Tesla can collaborate with the community and other business users to take the feedback from their fleet and fix the issues upstream in the data. Facebook, Apple, Amazon and others are already doing so. https://wiki.openstreetmap.org/wiki/Category:Organised_Editi...


Describing what those companies do as “collaborating with the [OSM] community” might be a bit of a stetch. At best some companies have been dragged kicking and screaming to actually talking to the OSM community.


Hi Rory, better than nothing it seems, they were all in Heidelberg for starters :)


It seems they use OSM as guidance about the structure and layout of the parking areas and then still rely on the environmental awareness of the vehicle to actually navigate.

Is the Tesla system prone to driving into water?


I'm guessing OSM is only used for routing not for actual navigation and that they filter out clear vandalism using edit criterias and ingestion delays.


I read a Facebook blog post a few weeks back about how they integrate OSM updates. I forget all of it but they use satellite images and CV to detect if a road exists, as well as some other automated tests.

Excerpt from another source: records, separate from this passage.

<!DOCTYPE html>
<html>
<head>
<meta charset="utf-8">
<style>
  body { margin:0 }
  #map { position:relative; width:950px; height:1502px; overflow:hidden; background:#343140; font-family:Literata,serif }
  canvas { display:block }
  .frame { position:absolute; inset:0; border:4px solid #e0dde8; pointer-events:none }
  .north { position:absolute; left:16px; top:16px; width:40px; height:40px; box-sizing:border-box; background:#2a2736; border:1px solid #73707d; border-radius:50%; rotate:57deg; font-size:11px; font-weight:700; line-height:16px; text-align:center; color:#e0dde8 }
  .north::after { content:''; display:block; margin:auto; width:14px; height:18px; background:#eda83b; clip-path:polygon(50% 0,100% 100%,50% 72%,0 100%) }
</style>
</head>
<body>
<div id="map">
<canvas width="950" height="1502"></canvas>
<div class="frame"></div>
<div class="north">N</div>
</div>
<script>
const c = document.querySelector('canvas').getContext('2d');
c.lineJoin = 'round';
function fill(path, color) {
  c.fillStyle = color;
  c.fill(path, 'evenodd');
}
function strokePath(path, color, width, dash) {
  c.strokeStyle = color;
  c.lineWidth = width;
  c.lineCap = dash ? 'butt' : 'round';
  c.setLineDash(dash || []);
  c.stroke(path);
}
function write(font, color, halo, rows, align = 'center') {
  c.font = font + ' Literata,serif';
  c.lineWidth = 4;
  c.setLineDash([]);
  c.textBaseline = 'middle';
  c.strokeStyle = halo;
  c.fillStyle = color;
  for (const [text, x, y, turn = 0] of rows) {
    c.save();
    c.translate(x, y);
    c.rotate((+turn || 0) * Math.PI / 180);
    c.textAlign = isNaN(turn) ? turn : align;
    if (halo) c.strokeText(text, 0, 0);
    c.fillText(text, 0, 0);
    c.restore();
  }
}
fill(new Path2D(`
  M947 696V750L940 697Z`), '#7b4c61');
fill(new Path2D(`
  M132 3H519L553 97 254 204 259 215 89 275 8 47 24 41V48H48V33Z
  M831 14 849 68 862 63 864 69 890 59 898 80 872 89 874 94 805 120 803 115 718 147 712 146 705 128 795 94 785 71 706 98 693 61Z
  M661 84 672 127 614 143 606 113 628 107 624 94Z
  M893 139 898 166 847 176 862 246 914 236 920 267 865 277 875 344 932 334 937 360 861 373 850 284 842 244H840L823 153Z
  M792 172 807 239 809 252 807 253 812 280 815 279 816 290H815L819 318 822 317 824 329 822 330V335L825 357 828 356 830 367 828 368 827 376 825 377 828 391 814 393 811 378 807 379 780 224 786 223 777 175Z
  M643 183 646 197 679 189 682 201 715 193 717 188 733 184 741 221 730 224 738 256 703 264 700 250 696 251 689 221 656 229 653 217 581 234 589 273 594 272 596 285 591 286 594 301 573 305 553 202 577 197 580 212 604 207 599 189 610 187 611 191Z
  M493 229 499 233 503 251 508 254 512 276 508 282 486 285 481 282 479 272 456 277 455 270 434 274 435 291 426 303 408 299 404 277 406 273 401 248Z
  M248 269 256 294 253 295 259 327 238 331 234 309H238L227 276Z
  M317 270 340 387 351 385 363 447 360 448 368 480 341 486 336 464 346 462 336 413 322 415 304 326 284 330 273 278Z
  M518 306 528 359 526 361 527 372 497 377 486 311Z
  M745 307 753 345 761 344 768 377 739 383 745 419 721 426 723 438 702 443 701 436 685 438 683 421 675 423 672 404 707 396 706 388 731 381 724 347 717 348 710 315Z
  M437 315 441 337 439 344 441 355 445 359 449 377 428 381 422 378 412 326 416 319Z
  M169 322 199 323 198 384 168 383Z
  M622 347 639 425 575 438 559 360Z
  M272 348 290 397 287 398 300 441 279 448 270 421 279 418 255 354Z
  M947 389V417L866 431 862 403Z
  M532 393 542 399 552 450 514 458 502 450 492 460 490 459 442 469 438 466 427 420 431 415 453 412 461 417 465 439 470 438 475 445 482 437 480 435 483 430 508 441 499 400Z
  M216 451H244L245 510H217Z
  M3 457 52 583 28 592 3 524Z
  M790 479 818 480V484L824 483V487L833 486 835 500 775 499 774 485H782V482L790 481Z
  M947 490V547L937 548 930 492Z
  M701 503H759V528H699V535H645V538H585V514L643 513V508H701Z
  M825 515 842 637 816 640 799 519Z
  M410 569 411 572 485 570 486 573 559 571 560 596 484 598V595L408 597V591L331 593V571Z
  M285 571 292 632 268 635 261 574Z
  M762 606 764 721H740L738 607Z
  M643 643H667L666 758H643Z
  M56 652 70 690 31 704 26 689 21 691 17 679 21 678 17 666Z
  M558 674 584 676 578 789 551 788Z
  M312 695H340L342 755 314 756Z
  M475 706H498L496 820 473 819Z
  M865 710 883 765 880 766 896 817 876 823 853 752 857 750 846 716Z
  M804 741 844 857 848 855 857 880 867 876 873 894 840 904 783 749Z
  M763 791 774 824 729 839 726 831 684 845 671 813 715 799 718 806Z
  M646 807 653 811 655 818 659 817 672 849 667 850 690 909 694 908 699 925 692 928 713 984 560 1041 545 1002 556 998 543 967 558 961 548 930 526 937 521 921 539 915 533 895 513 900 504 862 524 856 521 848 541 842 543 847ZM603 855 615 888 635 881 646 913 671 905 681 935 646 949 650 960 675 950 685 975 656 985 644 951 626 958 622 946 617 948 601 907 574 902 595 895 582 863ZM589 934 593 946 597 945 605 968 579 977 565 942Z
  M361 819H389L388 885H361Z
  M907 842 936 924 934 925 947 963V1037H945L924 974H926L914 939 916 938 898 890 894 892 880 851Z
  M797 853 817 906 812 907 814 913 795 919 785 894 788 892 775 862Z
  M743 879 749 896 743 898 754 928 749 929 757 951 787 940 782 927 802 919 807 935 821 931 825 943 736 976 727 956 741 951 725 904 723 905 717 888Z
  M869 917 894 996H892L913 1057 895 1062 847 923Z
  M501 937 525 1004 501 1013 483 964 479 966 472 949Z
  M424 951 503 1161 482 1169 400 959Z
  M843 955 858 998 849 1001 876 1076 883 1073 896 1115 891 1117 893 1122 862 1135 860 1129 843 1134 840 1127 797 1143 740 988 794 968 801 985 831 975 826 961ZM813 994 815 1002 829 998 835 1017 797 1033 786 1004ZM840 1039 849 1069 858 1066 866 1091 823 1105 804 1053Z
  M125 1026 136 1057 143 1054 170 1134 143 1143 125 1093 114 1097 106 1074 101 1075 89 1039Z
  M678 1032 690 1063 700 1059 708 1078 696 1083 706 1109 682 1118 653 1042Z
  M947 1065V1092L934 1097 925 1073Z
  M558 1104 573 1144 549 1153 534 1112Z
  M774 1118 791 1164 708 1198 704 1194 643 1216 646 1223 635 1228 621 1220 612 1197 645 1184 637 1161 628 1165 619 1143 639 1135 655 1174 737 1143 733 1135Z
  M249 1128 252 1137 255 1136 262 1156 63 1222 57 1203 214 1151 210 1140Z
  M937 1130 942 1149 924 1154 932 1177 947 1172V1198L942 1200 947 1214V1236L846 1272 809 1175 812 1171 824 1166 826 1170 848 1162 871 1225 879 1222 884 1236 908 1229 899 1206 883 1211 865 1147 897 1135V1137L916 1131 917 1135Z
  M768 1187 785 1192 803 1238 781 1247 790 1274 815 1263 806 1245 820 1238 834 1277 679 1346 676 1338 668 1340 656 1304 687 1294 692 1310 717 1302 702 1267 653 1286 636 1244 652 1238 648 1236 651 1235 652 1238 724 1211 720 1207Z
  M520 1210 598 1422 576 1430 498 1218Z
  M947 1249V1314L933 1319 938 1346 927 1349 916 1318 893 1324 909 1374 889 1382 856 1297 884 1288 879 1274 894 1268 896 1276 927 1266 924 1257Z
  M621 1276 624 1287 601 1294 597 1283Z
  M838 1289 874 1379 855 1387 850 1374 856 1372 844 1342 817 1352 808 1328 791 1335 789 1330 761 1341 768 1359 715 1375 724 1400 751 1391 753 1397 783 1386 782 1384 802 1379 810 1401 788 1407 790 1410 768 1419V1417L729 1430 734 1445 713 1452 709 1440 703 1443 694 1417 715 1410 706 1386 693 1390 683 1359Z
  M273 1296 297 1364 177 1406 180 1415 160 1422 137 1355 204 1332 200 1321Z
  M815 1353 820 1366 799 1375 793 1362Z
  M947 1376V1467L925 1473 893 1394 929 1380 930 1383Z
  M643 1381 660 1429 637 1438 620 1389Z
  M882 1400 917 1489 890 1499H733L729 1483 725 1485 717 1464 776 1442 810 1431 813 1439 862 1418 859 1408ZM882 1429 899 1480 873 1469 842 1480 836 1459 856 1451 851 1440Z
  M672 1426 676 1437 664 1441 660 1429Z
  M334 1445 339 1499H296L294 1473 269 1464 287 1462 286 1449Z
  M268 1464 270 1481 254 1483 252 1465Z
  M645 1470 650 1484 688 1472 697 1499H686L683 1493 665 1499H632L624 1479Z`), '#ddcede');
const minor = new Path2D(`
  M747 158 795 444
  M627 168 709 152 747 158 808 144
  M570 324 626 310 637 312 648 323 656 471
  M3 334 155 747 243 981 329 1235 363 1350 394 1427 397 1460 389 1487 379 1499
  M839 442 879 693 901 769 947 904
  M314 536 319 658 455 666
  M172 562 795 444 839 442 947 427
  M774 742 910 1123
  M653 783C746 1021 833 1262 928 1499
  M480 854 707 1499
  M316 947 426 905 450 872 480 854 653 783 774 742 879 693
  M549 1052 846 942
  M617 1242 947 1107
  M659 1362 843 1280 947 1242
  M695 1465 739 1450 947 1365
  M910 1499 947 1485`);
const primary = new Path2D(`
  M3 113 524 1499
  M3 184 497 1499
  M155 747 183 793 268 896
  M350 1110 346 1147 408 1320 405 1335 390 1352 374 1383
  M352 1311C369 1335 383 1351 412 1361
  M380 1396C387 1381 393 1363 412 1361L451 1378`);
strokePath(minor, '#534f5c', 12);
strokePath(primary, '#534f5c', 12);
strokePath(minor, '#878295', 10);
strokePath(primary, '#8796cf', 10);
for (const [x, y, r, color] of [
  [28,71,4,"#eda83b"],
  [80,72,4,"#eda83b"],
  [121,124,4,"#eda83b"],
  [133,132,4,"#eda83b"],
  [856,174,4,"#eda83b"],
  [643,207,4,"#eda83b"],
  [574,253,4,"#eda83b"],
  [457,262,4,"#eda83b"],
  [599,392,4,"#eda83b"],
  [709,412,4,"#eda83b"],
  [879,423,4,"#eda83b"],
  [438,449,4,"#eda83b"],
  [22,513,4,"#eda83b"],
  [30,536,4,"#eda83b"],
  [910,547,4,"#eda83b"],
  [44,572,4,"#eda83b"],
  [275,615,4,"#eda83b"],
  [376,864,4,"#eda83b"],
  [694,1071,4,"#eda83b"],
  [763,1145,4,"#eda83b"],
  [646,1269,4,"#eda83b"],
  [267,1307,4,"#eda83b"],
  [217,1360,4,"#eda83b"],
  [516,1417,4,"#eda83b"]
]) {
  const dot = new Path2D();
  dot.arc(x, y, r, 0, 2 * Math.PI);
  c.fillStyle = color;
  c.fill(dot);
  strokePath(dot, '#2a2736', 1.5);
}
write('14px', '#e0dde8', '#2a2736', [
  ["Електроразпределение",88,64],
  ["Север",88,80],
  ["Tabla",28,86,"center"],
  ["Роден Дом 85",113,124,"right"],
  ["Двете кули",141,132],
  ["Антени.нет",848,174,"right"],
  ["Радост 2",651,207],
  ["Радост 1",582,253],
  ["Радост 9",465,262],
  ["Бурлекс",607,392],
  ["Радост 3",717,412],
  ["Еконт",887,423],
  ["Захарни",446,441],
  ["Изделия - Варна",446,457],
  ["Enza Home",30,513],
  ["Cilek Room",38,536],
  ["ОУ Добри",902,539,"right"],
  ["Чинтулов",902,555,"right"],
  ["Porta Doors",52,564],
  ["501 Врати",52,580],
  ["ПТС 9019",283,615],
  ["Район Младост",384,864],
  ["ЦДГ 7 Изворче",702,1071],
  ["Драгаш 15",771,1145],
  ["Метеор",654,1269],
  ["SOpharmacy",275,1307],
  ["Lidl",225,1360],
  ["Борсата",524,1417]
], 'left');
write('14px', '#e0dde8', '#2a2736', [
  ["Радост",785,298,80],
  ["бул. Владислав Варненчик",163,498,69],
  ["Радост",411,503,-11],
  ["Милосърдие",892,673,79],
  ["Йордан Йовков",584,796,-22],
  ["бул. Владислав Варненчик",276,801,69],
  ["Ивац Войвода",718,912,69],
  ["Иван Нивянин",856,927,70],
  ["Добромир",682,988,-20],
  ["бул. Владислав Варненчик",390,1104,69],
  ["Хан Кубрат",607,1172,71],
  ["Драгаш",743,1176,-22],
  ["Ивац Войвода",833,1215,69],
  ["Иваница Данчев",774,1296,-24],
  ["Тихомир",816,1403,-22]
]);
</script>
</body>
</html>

I think they open-sourced it, although I can't seem to find the post now



they didn't open source the code that produces those road suggestions, but they have released the data output


The water ways are also maped on OpenStreetMap and this kind of errors can be validated using querys. Also there is a big comunity checking the changes.


That of the thousands of engineers at Tesla, who focus on problems like these full time, would never consider byzantine failures?


Boeing has thousands of engineers and yet they all allowed a single sensor system able to take out a plane to exist ;)


Yeah but in this case imagine the first thing said in a feature threat model incorporating unverified user generated external data. In Boeing's case it was poor use of systems they controlled.